Description of the task: Extract precisely the lines of the entries below, from the first line through the line containing "margin:0; padding:0; list-style:none".

Dataset entries:

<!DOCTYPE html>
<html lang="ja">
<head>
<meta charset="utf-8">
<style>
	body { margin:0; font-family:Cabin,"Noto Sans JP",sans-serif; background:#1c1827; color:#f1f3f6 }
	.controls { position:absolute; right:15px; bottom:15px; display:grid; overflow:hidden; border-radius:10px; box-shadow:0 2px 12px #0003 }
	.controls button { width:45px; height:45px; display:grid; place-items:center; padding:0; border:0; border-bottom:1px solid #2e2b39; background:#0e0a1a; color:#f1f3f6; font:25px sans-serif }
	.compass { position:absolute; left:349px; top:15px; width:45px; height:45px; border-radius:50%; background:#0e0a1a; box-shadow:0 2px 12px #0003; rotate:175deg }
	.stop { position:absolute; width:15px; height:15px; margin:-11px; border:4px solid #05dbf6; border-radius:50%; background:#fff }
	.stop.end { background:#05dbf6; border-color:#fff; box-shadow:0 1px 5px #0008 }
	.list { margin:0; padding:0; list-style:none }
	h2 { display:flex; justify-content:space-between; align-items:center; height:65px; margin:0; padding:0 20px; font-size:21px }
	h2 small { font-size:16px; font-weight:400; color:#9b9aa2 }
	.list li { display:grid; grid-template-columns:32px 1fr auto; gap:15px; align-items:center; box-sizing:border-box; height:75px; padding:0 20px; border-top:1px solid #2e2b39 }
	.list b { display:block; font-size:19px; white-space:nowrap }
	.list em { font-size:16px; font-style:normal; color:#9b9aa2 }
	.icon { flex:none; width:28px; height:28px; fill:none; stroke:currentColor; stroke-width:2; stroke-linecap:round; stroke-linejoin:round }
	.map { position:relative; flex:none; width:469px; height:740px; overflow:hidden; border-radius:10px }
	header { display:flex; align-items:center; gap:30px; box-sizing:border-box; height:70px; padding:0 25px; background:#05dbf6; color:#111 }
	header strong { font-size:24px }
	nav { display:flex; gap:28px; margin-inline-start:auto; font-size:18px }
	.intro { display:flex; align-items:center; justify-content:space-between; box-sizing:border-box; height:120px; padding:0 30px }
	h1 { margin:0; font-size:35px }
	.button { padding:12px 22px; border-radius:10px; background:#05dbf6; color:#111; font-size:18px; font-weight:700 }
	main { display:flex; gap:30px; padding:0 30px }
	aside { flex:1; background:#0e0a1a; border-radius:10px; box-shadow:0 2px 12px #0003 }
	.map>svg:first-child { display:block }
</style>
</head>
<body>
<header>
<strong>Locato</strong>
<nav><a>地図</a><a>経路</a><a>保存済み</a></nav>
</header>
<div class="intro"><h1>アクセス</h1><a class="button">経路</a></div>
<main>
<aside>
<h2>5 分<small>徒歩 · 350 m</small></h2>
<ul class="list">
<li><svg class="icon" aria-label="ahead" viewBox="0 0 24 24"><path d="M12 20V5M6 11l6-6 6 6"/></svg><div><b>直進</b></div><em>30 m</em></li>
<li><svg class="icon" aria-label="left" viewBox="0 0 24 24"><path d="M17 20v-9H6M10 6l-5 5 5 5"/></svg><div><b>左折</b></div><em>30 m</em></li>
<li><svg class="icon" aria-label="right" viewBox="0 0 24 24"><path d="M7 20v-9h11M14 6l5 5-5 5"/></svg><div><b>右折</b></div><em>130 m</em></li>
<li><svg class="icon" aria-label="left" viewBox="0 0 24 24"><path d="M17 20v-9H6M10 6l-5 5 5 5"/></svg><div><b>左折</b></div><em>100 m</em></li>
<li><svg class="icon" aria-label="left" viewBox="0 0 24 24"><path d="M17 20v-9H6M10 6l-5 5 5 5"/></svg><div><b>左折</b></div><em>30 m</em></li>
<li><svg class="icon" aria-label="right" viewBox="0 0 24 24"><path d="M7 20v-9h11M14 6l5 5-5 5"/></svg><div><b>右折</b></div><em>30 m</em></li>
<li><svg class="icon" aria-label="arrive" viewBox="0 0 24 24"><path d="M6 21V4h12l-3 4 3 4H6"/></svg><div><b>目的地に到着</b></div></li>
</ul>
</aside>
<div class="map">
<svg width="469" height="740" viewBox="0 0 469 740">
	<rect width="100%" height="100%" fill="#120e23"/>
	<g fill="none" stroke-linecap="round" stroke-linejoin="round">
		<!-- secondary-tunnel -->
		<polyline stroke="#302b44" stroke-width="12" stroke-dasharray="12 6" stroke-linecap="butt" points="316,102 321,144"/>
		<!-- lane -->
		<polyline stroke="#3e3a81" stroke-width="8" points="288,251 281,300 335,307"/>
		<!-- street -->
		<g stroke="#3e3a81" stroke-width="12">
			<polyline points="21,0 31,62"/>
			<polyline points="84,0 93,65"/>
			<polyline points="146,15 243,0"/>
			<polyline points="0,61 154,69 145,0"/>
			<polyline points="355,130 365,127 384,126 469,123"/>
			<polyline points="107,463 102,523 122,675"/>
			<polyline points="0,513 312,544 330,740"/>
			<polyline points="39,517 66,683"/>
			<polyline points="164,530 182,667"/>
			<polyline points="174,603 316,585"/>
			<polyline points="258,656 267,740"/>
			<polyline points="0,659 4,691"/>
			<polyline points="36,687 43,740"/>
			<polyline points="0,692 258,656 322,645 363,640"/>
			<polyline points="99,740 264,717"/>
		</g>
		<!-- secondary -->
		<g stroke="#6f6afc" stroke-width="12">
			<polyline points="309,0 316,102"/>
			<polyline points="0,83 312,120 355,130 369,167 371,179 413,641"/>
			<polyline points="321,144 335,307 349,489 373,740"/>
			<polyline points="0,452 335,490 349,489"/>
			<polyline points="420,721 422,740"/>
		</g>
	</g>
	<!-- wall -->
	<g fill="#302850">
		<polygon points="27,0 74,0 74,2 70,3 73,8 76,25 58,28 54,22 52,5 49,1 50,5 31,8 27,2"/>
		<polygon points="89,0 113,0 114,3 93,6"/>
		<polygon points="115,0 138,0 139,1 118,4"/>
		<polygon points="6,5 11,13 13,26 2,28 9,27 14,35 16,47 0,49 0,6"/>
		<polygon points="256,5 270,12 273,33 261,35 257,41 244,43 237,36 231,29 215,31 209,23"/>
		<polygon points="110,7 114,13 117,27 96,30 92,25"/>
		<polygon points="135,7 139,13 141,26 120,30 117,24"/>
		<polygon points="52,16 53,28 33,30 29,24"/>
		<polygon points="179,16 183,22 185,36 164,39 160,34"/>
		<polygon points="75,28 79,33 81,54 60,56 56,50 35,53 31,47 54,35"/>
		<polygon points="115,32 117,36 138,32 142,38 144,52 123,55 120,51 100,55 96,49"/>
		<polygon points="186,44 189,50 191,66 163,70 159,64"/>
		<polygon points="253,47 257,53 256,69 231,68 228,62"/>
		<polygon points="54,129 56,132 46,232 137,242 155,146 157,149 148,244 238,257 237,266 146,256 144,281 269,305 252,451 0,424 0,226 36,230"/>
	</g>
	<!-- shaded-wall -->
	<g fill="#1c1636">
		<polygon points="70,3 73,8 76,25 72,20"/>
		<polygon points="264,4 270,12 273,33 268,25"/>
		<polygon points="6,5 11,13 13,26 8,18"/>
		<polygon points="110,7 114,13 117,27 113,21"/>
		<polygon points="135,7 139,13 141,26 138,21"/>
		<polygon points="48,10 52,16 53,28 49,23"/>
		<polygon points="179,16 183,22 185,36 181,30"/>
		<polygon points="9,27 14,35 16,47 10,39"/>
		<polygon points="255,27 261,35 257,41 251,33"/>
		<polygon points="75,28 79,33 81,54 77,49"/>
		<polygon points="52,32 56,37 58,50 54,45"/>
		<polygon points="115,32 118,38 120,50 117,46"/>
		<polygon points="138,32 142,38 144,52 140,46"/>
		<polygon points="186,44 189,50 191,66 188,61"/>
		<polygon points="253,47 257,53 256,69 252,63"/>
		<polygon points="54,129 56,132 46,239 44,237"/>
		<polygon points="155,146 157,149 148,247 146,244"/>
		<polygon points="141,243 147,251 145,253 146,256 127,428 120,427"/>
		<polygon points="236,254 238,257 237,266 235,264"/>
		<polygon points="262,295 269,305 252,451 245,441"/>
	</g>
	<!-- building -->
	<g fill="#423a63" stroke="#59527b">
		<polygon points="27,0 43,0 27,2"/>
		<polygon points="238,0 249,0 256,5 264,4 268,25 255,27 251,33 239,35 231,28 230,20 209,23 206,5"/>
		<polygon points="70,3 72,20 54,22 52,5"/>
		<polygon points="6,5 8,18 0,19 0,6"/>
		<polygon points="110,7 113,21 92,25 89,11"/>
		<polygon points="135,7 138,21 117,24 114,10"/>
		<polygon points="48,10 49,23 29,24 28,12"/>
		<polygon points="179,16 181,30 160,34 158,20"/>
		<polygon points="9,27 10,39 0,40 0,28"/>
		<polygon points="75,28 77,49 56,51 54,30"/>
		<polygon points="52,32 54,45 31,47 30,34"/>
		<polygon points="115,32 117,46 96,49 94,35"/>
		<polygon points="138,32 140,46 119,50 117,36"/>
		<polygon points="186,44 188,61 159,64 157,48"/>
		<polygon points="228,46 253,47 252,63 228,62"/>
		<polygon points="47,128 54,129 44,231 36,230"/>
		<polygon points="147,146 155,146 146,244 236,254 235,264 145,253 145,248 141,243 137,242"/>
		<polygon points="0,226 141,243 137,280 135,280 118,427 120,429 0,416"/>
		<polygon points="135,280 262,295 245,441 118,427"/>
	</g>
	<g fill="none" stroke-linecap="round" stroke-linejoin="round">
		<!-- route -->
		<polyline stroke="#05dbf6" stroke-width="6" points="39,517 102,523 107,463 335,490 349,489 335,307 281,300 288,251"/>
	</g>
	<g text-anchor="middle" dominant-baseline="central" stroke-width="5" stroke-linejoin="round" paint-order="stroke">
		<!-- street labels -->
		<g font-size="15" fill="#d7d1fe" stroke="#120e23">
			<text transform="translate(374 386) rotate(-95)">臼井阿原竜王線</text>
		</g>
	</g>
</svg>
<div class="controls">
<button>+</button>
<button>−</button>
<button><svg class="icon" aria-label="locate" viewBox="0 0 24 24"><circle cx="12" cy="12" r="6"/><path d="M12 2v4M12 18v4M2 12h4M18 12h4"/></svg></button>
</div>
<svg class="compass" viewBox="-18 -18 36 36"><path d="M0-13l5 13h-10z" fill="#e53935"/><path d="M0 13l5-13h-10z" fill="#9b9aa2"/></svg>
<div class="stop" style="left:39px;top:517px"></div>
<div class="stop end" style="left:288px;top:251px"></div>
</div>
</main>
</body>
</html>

Solution to this problem:
<!DOCTYPE html>
<html lang="ja">
<head>
<meta charset="utf-8">
<style>
	body { margin:0; font-family:Cabin,"Noto Sans JP",sans-serif; background:#1c1827; color:#f1f3f6 }
	.controls { position:absolute; right:15px; bottom:15px; display:grid; overflow:hidden; border-radius:10px; box-shadow:0 2px 12px #0003 }
	.controls button { width:45px; height:45px; display:grid; place-items:center; padding:0; border:0; border-bottom:1px solid #2e2b39; background:#0e0a1a; color:#f1f3f6; font:25px sans-serif }
	.compass { position:absolute; left:349px; top:15px; width:45px; height:45px; border-radius:50%; background:#0e0a1a; box-shadow:0 2px 12px #0003; rotate:175deg }
	.stop { position:absolute; width:15px; height:15px; margin:-11px; border:4px solid #05dbf6; border-radius:50%; background:#fff }
	.stop.end { background:#05dbf6; border-color:#fff; box-shadow:0 1px 5px #0008 }
	.list { margin:0; padding:0; list-style:none }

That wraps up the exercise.